The Critical Importance of an Advisory Board
One of the key Best Practices we stress for every leader of a Missional Enterprise is having a well-formed, active Advisory Board.
Having an Advisory Board brings many benefits to the missional enterprise including expert advice, guidance, financial acumen, outside perspective, protection from unwise decisions, and accountability.
The book of Proverbs often mentions the wisdom of counselors:
- “A wise man will hear and increase in learning, and a man of understanding will acquire wise counsel.” (Proverbs 1:5 NASB)
- “Where there is no guidance the people fall, but in the abundance of counselors there is victory.” (Proverbs 11:14 NASB)
- “Without good direction, people lose their way; the more wise counsel you follow, the better your chances.” (Proverbs 15:22 MSG)
Your chances are definitely better with many advisors!
However, they need to be the right kind of advisors. First, all of them should be committed followers of Jesus. Second, each member should be able to give advice consistent with the vision God has entrusted to you. Family and friends who love you but do not have appropriate experience or expertise will not be able to provide the kind of help that you need.
Consider the following as Advisory Board members:
- A local ministry leader who can keep you connected with local ministry strategy.
- An experienced businessperson in your same industry.
- An experienced businessperson who understands finance and capitalizing small and growing businesses.
- A person who can connect you with potential capital (loans or equity) for your business.
- A Missional Enterprise Practitioner who has experience in building and growing a business to fulfill the Triple Bottom Line.
Advisory boards are involved in such issues as (but not limited to):
- Vision, goals, and strategic plans for the business (long-term and short-term).
- The financial status of the business – budgets and financial statements.
- A high-level view of personnel and operational systems.
- Any major decisions, issues, challenges, or concerns affecting the business.
- Evaluating progress toward the Triple Bottom Line.
- The health of the Missional Enterprise owners and their families (spiritually, physically, emotionally, etc.).
The number depends on the needs and stage of the enterprise.

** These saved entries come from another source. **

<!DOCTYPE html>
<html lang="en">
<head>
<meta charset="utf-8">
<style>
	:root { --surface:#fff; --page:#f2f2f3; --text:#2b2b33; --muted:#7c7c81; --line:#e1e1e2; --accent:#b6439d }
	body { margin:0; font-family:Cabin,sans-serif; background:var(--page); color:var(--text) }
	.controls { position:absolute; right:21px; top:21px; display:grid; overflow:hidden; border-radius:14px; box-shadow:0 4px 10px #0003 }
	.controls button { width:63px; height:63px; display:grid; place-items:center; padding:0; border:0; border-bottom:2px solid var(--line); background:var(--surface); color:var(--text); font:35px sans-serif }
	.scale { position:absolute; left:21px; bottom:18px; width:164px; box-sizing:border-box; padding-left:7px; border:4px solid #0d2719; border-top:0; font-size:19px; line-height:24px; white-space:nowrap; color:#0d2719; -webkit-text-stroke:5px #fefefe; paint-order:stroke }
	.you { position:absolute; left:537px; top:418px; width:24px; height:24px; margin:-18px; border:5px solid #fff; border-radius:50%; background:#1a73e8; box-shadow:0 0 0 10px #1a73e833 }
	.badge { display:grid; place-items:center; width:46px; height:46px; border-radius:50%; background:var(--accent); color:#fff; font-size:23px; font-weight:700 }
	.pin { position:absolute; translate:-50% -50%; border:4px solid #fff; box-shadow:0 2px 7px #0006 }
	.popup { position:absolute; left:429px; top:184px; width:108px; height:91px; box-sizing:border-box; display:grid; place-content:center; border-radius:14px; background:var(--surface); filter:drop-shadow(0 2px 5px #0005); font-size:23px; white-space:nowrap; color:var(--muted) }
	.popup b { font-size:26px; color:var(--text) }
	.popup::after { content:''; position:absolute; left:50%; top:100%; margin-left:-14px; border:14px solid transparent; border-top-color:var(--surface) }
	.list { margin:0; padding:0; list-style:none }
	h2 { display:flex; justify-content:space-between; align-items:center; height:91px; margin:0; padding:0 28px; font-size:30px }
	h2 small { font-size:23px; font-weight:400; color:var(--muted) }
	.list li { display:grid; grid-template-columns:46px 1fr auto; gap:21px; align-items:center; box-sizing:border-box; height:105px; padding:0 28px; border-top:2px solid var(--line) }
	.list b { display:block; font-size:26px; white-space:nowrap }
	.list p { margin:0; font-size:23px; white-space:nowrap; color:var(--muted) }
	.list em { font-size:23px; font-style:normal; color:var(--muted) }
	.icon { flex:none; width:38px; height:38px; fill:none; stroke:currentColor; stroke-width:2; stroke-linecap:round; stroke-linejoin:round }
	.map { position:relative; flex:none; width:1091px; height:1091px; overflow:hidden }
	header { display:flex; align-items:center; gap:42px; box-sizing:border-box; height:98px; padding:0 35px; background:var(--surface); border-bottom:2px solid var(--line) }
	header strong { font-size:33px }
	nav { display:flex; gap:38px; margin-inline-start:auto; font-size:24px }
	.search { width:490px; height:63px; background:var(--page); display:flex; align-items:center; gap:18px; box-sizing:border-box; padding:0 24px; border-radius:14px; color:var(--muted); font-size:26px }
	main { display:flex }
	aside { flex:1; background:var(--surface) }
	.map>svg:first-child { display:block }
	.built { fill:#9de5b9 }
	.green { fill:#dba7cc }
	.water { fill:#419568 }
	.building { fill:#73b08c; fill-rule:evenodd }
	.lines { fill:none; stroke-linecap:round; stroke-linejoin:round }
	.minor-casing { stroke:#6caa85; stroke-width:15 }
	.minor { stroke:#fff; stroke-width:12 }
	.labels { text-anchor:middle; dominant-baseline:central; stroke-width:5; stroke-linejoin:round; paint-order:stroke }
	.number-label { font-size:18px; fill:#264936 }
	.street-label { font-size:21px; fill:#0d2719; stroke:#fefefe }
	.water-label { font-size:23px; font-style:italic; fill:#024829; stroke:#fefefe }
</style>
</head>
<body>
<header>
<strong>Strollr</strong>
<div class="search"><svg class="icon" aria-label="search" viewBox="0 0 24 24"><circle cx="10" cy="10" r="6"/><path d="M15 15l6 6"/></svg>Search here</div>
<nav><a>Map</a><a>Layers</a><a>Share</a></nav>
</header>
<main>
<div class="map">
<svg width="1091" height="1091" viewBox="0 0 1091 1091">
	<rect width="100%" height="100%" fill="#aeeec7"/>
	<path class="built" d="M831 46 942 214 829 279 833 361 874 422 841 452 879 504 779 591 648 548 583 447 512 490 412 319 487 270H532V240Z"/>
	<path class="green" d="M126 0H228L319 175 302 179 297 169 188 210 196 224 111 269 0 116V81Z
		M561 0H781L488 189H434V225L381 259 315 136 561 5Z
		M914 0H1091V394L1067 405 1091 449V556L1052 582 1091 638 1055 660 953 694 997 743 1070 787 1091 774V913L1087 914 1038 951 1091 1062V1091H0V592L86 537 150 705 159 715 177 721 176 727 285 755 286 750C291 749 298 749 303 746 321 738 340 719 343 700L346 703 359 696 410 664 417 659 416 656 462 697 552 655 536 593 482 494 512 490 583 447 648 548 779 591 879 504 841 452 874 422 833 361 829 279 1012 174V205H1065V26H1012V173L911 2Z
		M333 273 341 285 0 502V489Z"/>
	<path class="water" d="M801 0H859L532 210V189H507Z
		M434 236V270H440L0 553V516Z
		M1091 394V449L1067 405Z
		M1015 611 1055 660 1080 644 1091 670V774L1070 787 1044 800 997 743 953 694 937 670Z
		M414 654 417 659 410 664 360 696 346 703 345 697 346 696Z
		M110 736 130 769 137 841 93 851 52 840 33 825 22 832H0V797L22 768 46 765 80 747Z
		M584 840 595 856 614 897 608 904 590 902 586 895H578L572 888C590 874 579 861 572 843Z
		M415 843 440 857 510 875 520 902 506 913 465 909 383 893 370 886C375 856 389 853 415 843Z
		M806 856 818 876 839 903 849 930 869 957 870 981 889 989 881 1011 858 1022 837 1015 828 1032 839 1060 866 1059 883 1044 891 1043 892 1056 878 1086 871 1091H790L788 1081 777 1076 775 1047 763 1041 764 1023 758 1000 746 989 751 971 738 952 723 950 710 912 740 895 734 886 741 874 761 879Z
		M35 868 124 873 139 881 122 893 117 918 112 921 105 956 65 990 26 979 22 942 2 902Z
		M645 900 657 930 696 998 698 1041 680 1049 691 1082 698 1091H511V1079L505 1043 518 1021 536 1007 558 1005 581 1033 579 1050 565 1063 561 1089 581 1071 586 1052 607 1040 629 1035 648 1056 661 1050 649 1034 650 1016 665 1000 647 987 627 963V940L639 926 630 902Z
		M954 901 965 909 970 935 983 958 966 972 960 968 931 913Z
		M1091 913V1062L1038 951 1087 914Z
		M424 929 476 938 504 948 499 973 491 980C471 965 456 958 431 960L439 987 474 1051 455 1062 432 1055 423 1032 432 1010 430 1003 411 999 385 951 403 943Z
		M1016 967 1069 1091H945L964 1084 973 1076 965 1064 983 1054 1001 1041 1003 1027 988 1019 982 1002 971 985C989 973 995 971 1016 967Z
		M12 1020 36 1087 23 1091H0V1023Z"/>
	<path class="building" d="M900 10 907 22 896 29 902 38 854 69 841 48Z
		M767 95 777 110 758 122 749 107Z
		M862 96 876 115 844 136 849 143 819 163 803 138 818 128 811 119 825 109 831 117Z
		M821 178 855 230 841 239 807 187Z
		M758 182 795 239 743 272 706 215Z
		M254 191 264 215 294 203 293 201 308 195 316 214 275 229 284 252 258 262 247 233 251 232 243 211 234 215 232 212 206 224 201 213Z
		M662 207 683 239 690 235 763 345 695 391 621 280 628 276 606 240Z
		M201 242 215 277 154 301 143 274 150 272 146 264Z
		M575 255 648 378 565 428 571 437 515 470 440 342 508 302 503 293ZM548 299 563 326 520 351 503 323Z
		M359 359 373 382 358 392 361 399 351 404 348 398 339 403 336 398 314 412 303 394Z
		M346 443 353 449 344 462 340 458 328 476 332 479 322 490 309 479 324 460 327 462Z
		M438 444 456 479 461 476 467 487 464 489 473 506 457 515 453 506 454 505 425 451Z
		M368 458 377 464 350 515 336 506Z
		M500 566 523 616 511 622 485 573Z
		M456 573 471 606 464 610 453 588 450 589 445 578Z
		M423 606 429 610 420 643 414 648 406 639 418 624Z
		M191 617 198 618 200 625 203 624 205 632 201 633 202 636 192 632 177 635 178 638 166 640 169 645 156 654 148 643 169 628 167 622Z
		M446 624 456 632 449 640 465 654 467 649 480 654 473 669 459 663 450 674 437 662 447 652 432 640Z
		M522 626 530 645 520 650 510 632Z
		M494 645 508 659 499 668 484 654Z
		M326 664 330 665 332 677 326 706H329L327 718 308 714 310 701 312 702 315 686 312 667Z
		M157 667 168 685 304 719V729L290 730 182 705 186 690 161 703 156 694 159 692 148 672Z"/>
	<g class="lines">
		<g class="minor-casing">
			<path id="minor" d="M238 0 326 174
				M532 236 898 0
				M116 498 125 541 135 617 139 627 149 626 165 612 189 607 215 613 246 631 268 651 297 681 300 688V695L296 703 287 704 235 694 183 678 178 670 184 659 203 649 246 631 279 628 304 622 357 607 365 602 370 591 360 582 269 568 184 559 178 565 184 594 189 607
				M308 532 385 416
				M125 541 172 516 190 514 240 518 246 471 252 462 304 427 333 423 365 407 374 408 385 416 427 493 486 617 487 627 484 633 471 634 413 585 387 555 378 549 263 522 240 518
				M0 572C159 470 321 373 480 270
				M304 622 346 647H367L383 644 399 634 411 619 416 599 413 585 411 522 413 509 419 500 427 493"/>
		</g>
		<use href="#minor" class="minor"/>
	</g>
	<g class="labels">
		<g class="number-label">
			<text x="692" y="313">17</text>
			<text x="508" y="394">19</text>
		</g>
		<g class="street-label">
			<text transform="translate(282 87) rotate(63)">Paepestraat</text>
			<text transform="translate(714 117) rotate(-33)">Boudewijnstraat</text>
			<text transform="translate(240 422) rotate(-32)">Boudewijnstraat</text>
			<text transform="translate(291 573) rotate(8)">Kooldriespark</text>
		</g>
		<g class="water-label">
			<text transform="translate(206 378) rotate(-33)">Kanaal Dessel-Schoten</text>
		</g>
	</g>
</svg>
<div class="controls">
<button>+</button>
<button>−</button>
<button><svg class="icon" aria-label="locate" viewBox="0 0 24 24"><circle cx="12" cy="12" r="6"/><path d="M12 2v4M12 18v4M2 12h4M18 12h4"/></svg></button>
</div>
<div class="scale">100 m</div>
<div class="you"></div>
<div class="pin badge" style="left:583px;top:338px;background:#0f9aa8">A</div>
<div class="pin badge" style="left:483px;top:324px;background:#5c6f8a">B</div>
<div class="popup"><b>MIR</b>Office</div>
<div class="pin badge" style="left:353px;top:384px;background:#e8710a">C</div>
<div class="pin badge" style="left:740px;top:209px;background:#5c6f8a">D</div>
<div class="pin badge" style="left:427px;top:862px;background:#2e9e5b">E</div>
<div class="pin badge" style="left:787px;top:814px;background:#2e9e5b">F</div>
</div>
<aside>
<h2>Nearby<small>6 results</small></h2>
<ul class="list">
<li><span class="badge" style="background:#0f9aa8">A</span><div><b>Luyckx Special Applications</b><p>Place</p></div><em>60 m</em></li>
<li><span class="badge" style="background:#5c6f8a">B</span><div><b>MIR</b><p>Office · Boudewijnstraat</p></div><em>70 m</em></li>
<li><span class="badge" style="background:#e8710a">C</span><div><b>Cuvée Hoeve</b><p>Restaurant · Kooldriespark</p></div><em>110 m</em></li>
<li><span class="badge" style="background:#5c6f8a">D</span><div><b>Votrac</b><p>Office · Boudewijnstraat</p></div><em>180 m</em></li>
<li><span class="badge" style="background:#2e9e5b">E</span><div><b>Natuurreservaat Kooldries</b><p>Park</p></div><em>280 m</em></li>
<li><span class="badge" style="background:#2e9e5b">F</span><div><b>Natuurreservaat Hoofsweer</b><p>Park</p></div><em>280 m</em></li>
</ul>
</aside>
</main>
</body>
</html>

At least three members would be good for a small or start-up business. An established business should have five to eight members on the Advisory Board. An Advisory Board should meet at least bi-annually. Quarterly may be better if needed, and possibly even more often during the start-up phase. Meetings will cover a review of the items listed above. Communication between meetings should include monthly or quarterly financial statements, updates on any pressing issues, progress on key goals, etc.
Even with these guidelines, setting up a great advisory board takes trial and error. Each business is unique, and it may take some experience to see what works best for you. Don’t expect to get it perfect right out of the gate. It will likely take a couple of iterations and adjustments along the way.
For more insights about establishing and maintaining a healthy advisory board, check out this helpful post from BAM Global:
Verse of the Week:
“Where there is no guidance the people fall, but in the abundance of counselors there is victory.” (Proverbs 11:14 NASB)
Let’s meditate on how we can experience the truth of this proverb more fully this week, relying on the abundance of counselors God desires to provide for us.